Required action:
Reproduce precisely the lines of the listing below, starting with the line that contains "g.setLineDash(dash || []);" and stopping after the line that contains "for (const [text, x, y, turn"; include nothing else.

Recorded data:
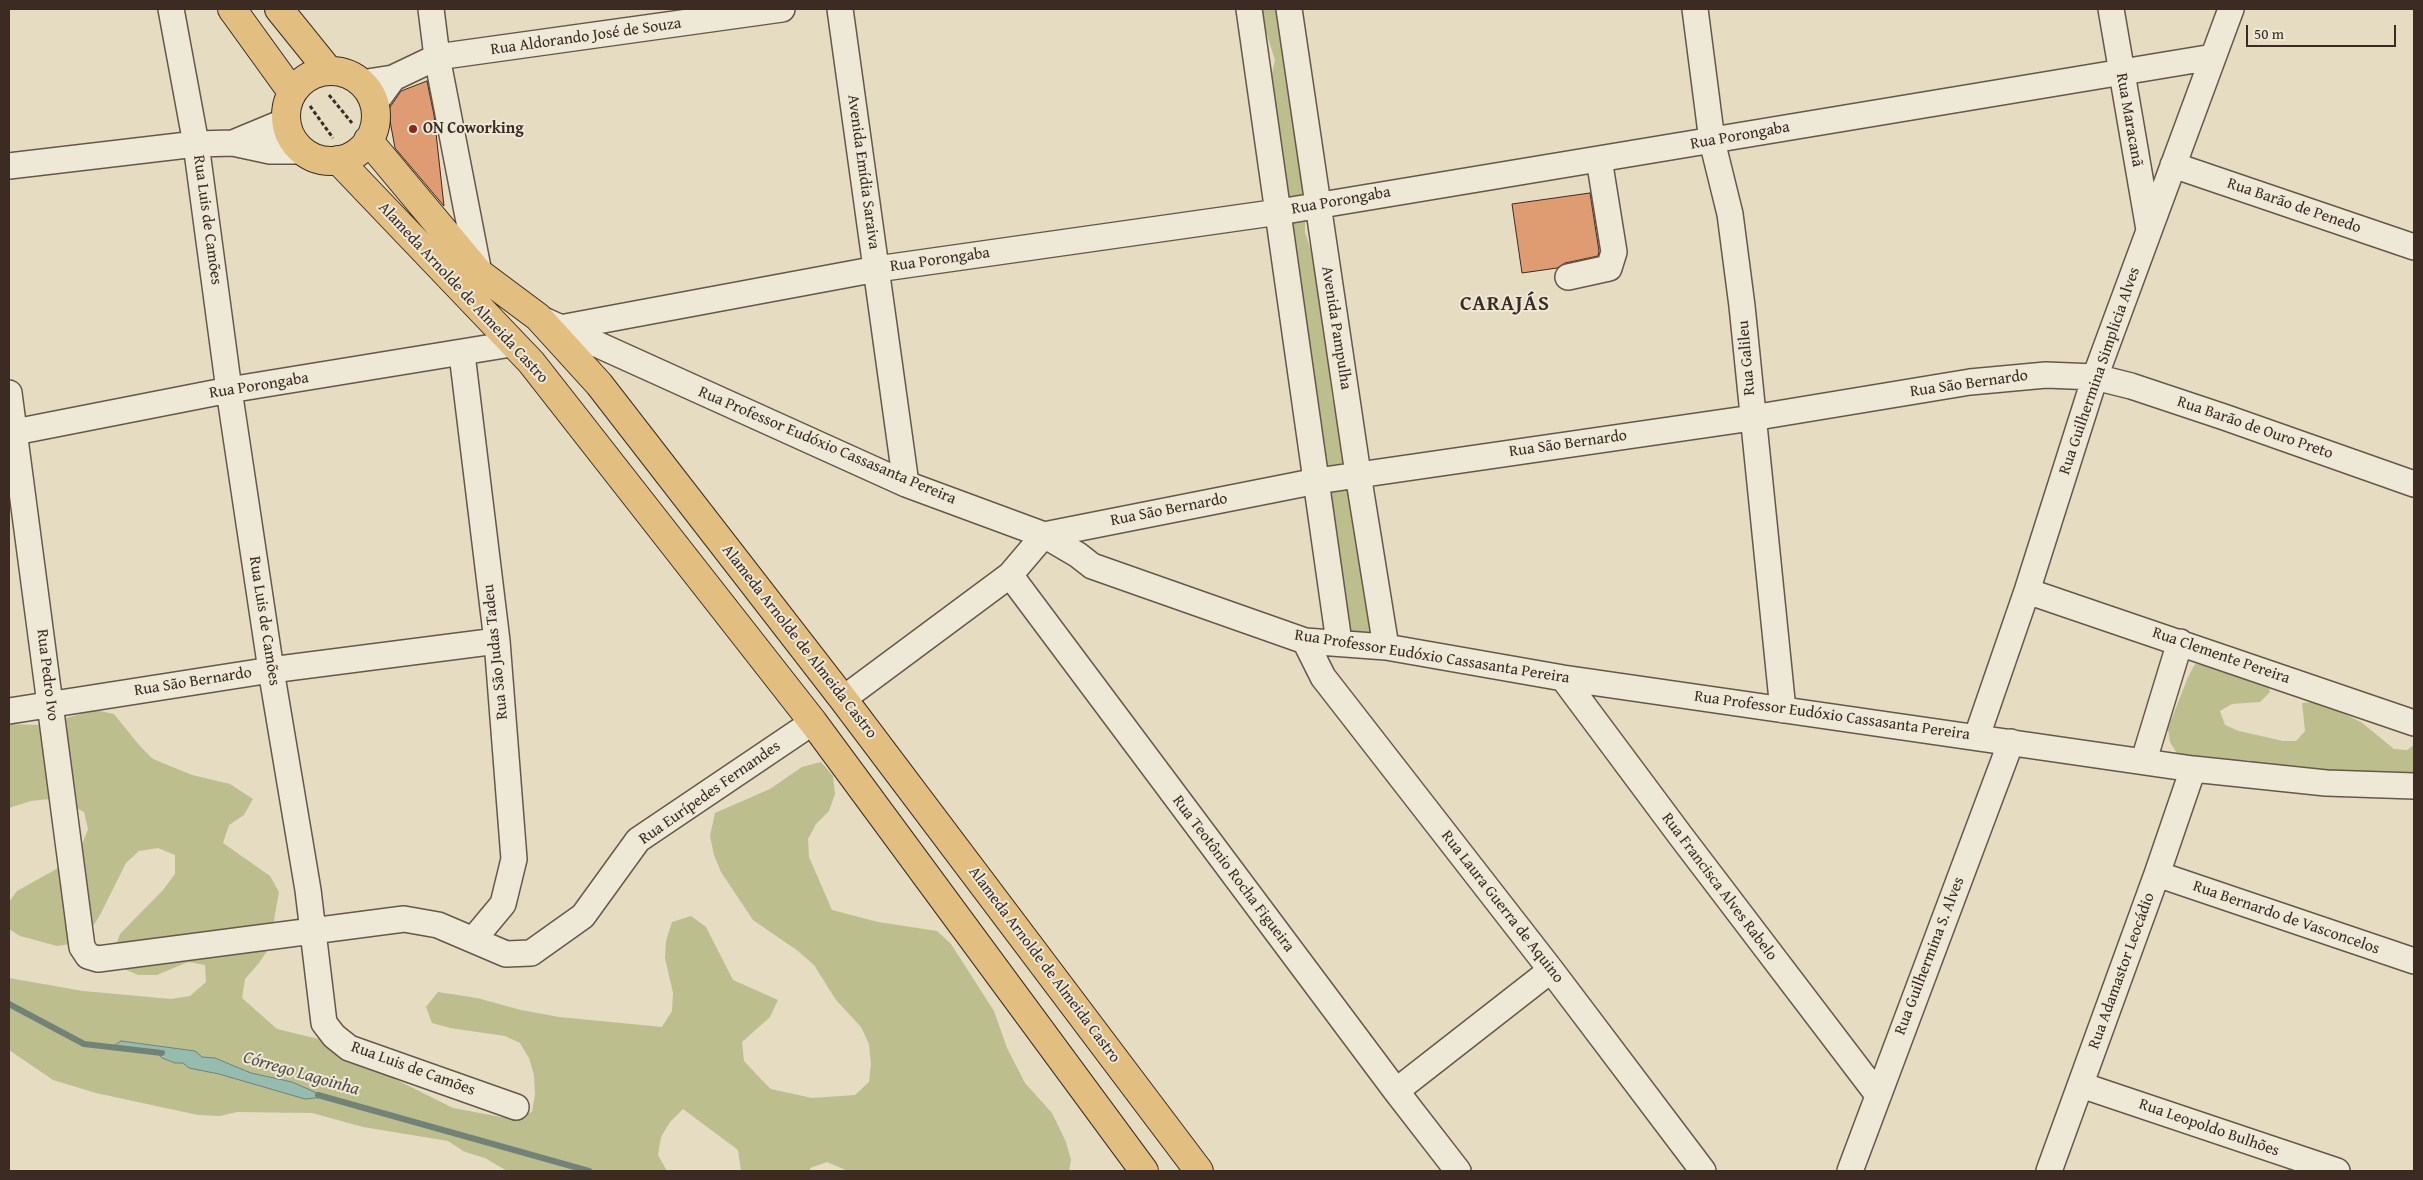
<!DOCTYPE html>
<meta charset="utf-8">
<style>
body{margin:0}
#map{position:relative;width:2423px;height:1180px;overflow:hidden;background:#e5dcc2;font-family:"Gentium Book Plus",serif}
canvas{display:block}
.frame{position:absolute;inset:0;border:10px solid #3b2b23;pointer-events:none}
.scale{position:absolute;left:2246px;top:25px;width:150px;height:22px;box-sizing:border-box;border:2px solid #3b2b23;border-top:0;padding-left:6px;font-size:15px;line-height:18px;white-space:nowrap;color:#3b2b23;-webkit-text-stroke:4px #eee8d7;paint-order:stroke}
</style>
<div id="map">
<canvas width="2423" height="1180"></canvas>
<div class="frame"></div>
<div class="scale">50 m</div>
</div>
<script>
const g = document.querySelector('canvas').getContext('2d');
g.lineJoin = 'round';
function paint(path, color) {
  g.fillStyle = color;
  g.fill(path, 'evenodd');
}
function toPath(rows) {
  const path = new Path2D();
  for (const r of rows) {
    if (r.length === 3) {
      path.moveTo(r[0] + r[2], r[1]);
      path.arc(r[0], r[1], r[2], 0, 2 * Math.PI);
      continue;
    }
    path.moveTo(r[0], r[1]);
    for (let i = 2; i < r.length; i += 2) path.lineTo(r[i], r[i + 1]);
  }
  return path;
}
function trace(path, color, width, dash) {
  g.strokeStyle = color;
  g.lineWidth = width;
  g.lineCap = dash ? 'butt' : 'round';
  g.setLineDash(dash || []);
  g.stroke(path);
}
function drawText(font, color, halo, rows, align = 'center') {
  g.font = font + ' "Gentium Book Plus",serif';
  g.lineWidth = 4;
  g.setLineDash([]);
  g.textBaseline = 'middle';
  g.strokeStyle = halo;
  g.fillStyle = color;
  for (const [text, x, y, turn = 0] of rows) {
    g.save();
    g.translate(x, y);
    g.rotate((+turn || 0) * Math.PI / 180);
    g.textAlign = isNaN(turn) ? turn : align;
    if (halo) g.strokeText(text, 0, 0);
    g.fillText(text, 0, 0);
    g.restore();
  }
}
const green = toPath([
 [1259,9,1278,9,1280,15,1279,37,1288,71,1305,181,1305,232,1321,282,1332,398,1341,421,1379,622,1366,643,1345,625,1346,599,1271,78,1275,60],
 [2195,664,2211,665,2266,678,2270,692,2260,702,2232,704,2220,711,2225,725,2239,731,2283,741,2296,741,2305,731,2302,703,2315,702,2332,708,2361,722,2394,749,2407,750,2414,745,2414,773,2381,779,2276,772,2249,760,2207,760,2178,755,2170,742,2168,728,2188,677],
 [95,710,114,714,139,745,153,759,192,775,230,784,253,799,244,815,229,825,223,843,270,876,279,892,269,948,259,963,245,979,242,998,277,1029,327,1041,383,1073,453,1108,512,1119,532,1112,535,1094,534,1075,529,1058,520,1043,505,1036,450,1028,432,1023,426,1007,438,992,477,998,521,1010,559,1017,662,1027,672,1011,673,993,665,958,666,941,672,922,691,916,706,927,733,980,778,1000,770,1017,742,1042,744,1061,757,1075,771,1089,812,1098,855,1095,869,1082,871,1064,869,1044,861,1027,836,1000,814,965,798,951,753,920,721,872,714,855,710,836,715,813,770,789,802,767,821,762,833,776,835,794,829,811,816,824,808,839,809,857,832,910,878,922,937,931,951,944,994,1011,1007,1048,1025,1083,1052,1113,1066,1142,1071,1160,1069,1171,848,1171,827,1162,810,1168,810,1171,741,1171,738,1150,683,1109,670,1122,661,1137,658,1155,667,1171,507,1171,485,1158,465,1152,448,1141,363,1127,312,1113,237,1112,220,1116,198,1115,96,1093,53,1080,9,1050,9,978,83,991,171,999,190,996,206,982,205,965,188,962,157,975,138,975,122,968,114,951,120,934,163,890,175,874,175,855,158,848,139,851,126,863,100,915,90,931,77,943,57,946,20,936,9,929,9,902,17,891,69,862,81,847,88,829,84,812,68,804,49,799,31,801,9,808,9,724,41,725]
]);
const water = toPath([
 [121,1041,195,1051,202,1057,215,1058,251,1073,292,1082,326,1097,305,1099,219,1074,189,1068,183,1063,175,1063,162,1058,156,1052,112,1047,121,1041]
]);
const stream = toPath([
 [9,1004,84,1044,162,1053],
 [318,1095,589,1171]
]);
const building = toPath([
 [427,81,434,115,444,206,395,148,388,110,401,91,427,81],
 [1590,193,1599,251,1598,256,1565,263,1557,268,1522,273,1512,204,1590,193]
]);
const path = toPath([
 [329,95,352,123],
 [310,106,333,138]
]);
const minor = toPath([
 [171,9,196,144,229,390,271,670,308,890,324,1023,334,1036,349,1048,516,1107],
 [431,9,437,57,479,273],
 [840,9,906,484],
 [1249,9,1339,642],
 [1289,9,1358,474,1386,647],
 [1695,9,1712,141,1730,214,1742,306,1783,710],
 [2111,9,2149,230],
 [361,83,393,78,437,57,782,9],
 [374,104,393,78],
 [233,143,286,121],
 [2173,165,2414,247],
 [9,166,196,144,233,143,270,151,303,151],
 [1568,277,1609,268,1614,252,1599,159],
 [539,318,906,484,1044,535,1078,555,1092,566,1305,641,1386,647,1563,678,2193,769,2326,783,2414,786],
 [560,328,877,269,1279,212,2213,57],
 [462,354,497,641,514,859,503,904,473,940],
 [9,393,82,947,88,956,98,959,404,919,438,925,506,954,531,953,583,916,638,840,813,722],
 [9,436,15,432,229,390,511,344],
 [1010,575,1396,1091,1458,1171],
 [2027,591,2414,723],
 [1305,641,1323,677,1551,970,1703,1171],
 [1563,678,1680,835,1878,1095],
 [843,699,1010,575,1044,535,1317,481,1752,418,1970,382,2046,375,2095,377,2131,386,2224,417,2414,484],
 [9,711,271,670,497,641],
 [1977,736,2027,591,2095,377,2231,9],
 [2144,760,2180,642],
 [2157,874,2414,961],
 [2081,1085,2337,1171],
 [1396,1091,1551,970],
 [1850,1171,2011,742],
 [2049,1171,2157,874,2193,769]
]);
const major = toPath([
 [232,9,292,92],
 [279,9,329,71],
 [331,116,45],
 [368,140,479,273,538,317,599,384,843,699,1199,1171],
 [338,160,531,362,813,722,1144,1171]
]);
const markers = [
 [413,129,5,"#8f2418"]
];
const streetNames = [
 ["Rua Aldorando José de Souza",586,37,-8],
 ["Rua Maracanã",2129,120,80],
 ["Rua Porongaba",1740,136,-10],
 ["Avenida Emídia Saraiva",863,172,82],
 ["Rua Porongaba",1341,201,-10],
 ["Rua Barão de Penedo",2294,206,19],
 ["Rua Luis de Camões",207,220,82],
 ["Rua Porongaba",940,260,-8],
 ["Alameda Arnolde de Almeida Castro",463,293,47],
 ["Avenida Pampulha",1336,328,81],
 ["Rua Galileu",1747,358,-95],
 ["Rua Guilhermina Simplicia Alves",2100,371,-71],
 ["Rua São Bernardo",1969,384,-8],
 ["Rua Porongaba",259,386,-9],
 ["Rua Barão de Ouro Preto",2255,428,19],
 ["Rua São Bernardo",1568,444,-8],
 ["Rua Professor Eudóxio Cassasanta Pereira",827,446,23],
 ["Rua São Bernardo",1169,510,-11],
 ["Rua Luis de Camões",264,621,81],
 ["Alameda Arnolde de Almeida Castro",799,642,52],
 ["Rua São Judas Tadeu",496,652,-96],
 ["Rua Clemente Pereira",2221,656,19],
 ["Rua Professor Eudóxio Cassasanta Pereira",1432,657,9],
 ["Rua Pedro Ivo",47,675,83],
 ["Rua São Bernardo",193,682,-9],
 ["Rua Professor Eudóxio Cassasanta Pereira",1832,716,8],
 ["Rua Eurípedes Fernandes",710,793,-35],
 ["Rua Teotônio Rocha Figueira",1233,874,53],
 ["Rua Francisca Alves Rabelo",1719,887,53],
 ["Rua Laura Guerra de Aquino",1502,907,52],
 ["Rua Bernardo de Vasconcelos",2286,918,19],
 ["Rua Guilhermina S. Alves",1930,956,-69],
 ["Alameda Arnolde de Almeida Castro",1044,965,53],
 ["Rua Adamastor Leocádio",2122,971,-70],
 ["Rua Luis de Camões",413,1069,20],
 ["Rua Leopoldo Bulhões",2209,1128,19]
];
const poiNames = [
 ["ON Coworking",423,129]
];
const waterNames = [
 ["Córrego Lagoinha",301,1074,16]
];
const districtNames = [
 ["CARAJÁS",1505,305]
];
paint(green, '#bcbe8e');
paint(water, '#96bcaf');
trace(water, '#728277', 1);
trace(stream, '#728277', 6);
paint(building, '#df9b71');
trace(building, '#3b2b23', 1);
trace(minor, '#66574b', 28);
trace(major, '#3b2b23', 30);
trace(path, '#3b2b23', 3, [4, 2.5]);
trace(minor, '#eee8d7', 25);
trace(major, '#e2be81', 28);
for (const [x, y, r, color] of markers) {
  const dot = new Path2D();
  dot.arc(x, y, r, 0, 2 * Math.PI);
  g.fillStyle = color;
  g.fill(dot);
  trace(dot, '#eee8d7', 2);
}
drawText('16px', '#3b2b23', '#eee8d7', streetNames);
drawText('bold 16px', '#3b2b23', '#eee8d7', poiNames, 'left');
drawText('italic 18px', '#524f46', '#eee8d7', waterNames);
g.letterSpacing = '1px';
drawText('bold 21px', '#3b2b23', '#eee8d7', districtNames);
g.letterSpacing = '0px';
</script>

Output for this exercise:
  g.setLineDash(dash || []);
  g.stroke(path);
}
function drawText(font, color, halo, rows, align = 'center') {
  g.font = font + ' "Gentium Book Plus",serif';
  g.lineWidth = 4;
  g.setLineDash([]);
  g.textBaseline = 'middle';
  g.strokeStyle = halo;
  g.fillStyle = color;
  for (const [text, x, y, turn = 0] of rows) {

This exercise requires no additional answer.